Three things you can do to ensure your ACP assessment runs smoothly:

  1. Complete the self-assessment on your ACP registrant profile.
  • The self-assessment gives you an opportunity to self-identify gaps in your compounding practices and begin to close them before the assessment
  • Having this done ahead of time shows the ACP that you are keen to comply Have all your documentation organized and easy to access.
  • Being organized will make the assessment go more quickly
  1. Audit your logs – cleaning, temperature, pressure differentials, etc. If there are issues with compliance, correct these now. Don’t wait for your ACP assessors to point out deficiencies
  • If the ACP requests information ahead of time, submit this promptly. This shows you are taking the process seriously
  1. Make sure external reporting is compliant and up to date.

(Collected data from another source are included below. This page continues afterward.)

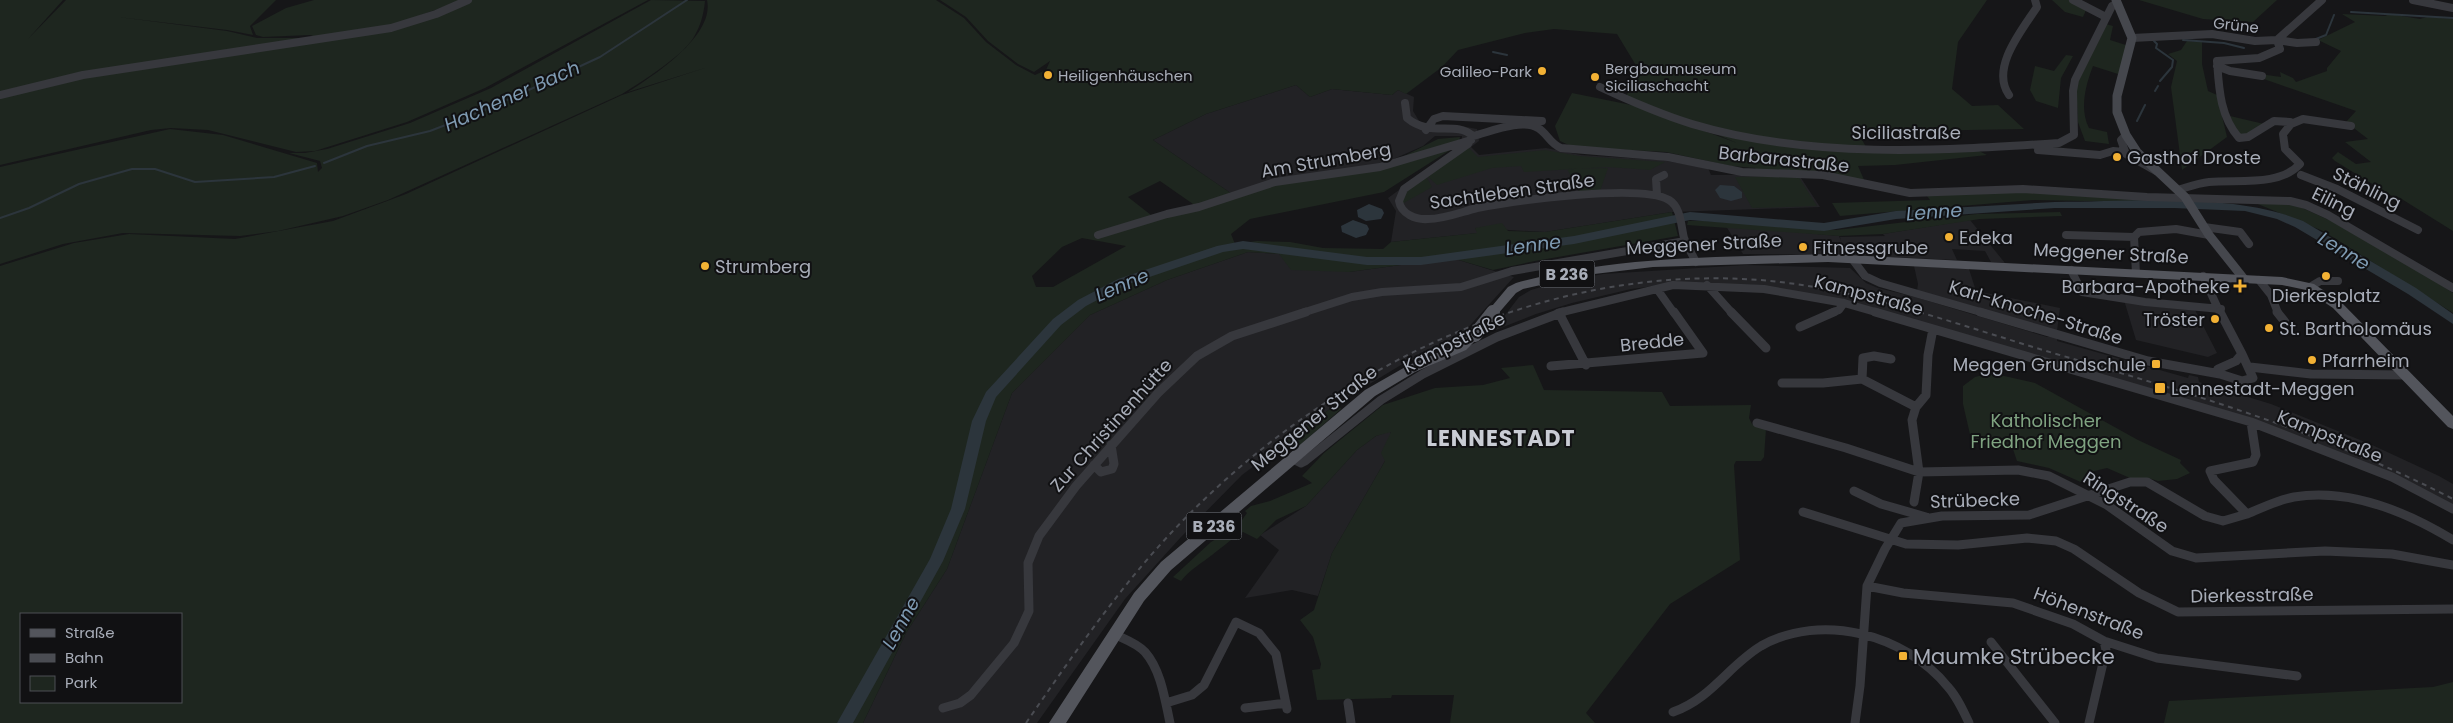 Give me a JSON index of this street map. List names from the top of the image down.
{
  "streets": {
    "main road": ["Meggener Straße", "B 236"],
    "street": [
      "Grüne",
      "Siciliastraße",
      "Barbarastraße",
      "Am Strumberg",
      "Stähling",
      "Sachtleben Straße",
      "Eiling",
      "Kampstraße",
      "Karl-Knoche-Straße",
      "Bredde",
      "Zur Christinenhütte",
      "Strübecke",
      "Ringstraße",
      "Dierkesstraße",
      "Höhenstraße"
    ]
  },
  "crossings": [
    ["Barbarastraße", "Am Strumberg"],
    ["Barbarastraße", "Sachtleben Straße"],
    ["Barbarastraße", "Eiling"],
    ["Am Strumberg", "Sachtleben Straße"],
    ["Meggener Straße", "B 236"],
    ["Meggener Straße", "Kampstraße"],
    ["Meggener Straße", "Karl-Knoche-Straße"],
    ["Kampstraße", "Bredde"],
    ["Strübecke", "Ringstraße"],
    ["Strübecke", "Dierkesstraße"],
    ["Strübecke", "Höhenstraße"]
  ],
  "districts": ["LENNESTADT"],
  "water": ["Hachener Bach", "Lenne"],
  "parks": ["Katholischer Friedhof Meggen"],
  "places": {
    "other": [
      "Galileo-Park",
      "Heiligenhäuschen",
      "Bergbaumuseum Siciliaschacht",
      "Gasthof Droste",
      "Edeka",
      "Fitnessgrube",
      "Strumberg",
      "Dierkesplatz",
      "Tröster",
      "St. Bartholomäus",
      "Pfarrheim"
    ],
    "health": ["Barbara-Apotheke"],
    "transit": ["Meggen Grundschule", "Lennestadt-Meggen", "Maumke Strübecke"]
  },
  "legend": ["Straße", "Bahn", "Park"]
}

  • Certification reporting and environmental verification of your controlled areas and PECs must be completed every six months at a minimum. Your certification must be completed under dynamic operating conditions. I would recommend that
    your certifier documents which personnel were present during the testing and which activities were being performed. That way there is no ambiguity.
  • Viable samples that exceed action limits must be speciated to the genus level.
  • Your Sterile Compounding Supervisor must be evaluated by a third party every twelve months. The third-party evaluator must be an independent evaluator at arm’s length from the organization.
  • If you are compounding high risk sterile preparations in batches over 25 or are extending Beyond Use Dates, ensure your sterility testing is batch specific and complies with the requirements of USP <71>.

Remember – readiness and cooperation are key to a successful ACP assessment.